◆ **Given records**:
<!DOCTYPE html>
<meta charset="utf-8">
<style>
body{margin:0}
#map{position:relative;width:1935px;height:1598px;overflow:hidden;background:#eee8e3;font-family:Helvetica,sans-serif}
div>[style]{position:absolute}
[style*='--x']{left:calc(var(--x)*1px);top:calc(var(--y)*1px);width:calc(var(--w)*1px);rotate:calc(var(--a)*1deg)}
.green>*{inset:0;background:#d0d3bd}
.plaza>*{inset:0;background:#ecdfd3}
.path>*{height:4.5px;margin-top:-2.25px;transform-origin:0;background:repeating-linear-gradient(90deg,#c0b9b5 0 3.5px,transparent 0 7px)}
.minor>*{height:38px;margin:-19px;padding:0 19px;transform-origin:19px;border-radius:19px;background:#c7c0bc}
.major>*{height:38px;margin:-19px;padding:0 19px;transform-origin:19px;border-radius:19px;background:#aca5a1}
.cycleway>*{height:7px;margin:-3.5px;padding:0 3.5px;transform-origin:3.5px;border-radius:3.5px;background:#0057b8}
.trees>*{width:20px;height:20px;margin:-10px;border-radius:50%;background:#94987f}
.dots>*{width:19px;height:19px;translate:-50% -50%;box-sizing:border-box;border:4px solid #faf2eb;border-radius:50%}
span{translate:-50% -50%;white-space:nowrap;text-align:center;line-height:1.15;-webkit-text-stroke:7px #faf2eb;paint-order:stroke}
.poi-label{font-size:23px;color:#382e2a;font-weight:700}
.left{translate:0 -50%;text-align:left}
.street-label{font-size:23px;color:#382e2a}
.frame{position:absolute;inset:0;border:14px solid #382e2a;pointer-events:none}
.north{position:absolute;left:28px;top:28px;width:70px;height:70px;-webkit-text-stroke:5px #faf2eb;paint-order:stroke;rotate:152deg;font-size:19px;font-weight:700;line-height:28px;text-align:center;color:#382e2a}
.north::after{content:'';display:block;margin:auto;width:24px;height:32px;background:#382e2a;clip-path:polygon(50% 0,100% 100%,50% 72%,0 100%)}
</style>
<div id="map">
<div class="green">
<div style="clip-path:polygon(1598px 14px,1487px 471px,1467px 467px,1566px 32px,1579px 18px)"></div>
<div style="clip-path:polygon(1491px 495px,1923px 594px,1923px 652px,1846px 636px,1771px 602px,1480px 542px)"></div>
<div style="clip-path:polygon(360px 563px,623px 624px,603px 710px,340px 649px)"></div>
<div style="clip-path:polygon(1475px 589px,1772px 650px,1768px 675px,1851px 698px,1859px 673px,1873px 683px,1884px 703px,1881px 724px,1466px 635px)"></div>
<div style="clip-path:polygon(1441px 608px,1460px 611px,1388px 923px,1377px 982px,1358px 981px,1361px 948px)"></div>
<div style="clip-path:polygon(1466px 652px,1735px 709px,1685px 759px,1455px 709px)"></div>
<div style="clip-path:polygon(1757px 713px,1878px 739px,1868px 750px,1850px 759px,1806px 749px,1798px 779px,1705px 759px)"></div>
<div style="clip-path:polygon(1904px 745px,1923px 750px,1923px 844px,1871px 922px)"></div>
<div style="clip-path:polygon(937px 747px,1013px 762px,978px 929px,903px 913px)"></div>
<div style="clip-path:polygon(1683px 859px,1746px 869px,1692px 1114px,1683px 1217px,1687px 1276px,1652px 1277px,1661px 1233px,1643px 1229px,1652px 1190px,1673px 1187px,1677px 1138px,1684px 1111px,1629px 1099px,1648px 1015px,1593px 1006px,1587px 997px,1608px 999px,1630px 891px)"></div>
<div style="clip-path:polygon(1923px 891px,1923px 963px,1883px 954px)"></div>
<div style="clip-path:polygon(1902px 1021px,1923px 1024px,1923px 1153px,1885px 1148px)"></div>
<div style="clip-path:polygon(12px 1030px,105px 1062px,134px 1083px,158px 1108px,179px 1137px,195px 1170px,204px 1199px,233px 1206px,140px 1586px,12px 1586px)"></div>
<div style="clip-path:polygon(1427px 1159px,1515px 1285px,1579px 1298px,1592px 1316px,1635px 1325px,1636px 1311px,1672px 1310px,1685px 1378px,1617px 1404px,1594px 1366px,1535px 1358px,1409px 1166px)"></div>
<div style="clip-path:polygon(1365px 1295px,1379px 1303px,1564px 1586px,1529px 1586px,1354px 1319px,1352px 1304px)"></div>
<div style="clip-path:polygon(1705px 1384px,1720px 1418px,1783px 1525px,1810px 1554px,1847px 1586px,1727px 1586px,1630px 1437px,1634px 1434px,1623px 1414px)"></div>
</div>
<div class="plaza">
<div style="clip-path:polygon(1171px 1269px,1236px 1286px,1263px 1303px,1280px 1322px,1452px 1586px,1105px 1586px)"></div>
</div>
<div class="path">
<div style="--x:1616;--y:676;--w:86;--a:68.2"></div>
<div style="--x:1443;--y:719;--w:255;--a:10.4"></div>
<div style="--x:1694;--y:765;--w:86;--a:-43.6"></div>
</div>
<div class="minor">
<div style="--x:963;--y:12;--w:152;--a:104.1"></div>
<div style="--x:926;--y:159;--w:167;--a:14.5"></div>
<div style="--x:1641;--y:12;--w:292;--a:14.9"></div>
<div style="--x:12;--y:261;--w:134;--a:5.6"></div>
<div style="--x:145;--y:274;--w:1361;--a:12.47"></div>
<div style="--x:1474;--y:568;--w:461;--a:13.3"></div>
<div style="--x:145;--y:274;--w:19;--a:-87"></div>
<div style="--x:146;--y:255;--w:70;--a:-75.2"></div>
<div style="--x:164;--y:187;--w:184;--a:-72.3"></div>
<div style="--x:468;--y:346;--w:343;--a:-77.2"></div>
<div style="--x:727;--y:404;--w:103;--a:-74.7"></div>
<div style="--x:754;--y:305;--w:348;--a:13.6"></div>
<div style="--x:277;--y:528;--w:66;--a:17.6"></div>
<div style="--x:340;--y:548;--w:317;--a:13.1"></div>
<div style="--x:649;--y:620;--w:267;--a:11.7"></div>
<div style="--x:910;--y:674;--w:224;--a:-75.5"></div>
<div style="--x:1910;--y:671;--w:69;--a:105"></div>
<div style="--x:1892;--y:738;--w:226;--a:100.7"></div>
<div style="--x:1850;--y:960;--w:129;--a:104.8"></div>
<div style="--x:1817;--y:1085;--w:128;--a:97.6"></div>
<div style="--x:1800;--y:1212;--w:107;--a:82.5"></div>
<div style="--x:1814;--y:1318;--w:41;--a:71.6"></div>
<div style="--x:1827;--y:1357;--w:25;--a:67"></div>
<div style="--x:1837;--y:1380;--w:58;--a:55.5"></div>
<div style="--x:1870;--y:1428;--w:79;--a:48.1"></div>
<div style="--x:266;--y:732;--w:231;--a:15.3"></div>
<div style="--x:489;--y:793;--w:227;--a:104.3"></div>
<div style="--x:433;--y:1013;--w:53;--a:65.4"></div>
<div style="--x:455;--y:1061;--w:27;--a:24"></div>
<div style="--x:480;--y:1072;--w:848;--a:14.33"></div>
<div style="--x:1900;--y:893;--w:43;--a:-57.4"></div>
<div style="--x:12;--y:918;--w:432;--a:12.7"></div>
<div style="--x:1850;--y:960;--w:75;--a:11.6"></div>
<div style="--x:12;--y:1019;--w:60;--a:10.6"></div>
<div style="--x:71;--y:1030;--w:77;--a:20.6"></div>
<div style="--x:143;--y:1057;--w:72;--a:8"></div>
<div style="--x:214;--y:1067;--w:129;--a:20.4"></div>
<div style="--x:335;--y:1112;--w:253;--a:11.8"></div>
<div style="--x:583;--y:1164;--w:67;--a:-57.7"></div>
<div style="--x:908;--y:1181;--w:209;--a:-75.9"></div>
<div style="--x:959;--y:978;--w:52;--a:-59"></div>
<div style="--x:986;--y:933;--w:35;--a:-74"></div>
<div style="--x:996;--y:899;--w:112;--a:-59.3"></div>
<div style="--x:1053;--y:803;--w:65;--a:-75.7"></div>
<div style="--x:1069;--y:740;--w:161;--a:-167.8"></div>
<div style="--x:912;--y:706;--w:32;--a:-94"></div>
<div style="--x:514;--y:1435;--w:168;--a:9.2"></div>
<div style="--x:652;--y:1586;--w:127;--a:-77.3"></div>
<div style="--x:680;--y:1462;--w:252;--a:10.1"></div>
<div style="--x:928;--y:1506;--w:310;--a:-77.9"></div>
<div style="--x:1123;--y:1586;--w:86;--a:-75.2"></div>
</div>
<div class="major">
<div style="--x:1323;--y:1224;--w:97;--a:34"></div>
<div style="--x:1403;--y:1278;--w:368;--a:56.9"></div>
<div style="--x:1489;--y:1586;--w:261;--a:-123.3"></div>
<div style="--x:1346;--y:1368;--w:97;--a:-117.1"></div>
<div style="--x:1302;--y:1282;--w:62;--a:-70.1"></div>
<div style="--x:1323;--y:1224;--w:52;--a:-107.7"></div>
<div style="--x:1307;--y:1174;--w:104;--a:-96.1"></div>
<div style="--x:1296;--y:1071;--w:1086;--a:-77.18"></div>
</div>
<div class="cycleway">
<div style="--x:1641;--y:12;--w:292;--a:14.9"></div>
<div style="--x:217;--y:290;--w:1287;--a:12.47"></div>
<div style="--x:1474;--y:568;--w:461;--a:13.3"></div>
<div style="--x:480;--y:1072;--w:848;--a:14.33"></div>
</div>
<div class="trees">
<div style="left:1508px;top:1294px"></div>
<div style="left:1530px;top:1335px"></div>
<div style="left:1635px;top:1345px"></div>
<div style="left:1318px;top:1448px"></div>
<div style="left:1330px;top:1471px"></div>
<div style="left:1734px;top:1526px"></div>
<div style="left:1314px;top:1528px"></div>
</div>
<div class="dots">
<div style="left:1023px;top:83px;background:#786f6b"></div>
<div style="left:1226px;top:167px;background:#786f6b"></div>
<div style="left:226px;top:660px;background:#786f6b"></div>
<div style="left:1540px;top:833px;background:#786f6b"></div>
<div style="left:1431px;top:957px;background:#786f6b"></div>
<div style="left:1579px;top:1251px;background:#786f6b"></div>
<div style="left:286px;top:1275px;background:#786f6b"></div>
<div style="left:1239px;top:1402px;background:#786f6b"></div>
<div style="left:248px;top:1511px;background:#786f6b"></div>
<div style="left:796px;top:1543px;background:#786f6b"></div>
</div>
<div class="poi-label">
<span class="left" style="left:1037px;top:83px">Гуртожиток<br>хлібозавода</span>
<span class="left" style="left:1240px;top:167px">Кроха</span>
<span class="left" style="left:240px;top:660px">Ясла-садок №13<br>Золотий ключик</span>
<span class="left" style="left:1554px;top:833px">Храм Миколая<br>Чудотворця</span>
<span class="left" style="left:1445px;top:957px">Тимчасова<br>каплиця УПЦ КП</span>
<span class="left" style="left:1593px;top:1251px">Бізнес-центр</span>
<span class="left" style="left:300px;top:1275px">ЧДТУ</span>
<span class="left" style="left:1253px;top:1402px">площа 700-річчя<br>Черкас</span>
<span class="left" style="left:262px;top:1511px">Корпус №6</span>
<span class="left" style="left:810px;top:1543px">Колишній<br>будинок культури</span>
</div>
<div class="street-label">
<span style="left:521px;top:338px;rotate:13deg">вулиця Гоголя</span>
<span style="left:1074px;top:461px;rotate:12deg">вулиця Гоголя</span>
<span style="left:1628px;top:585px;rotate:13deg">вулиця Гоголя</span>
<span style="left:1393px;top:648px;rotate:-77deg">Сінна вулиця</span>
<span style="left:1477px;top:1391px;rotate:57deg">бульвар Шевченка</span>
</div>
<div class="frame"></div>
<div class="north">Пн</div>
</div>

◆ **Required action**: Within the entries, find all lines holding "trees" and copy each one.

◆ **Exercise solution**:
.trees>*{width:20px;height:20px;margin:-10px;border-radius:50%;background:#94987f}
<div class="trees">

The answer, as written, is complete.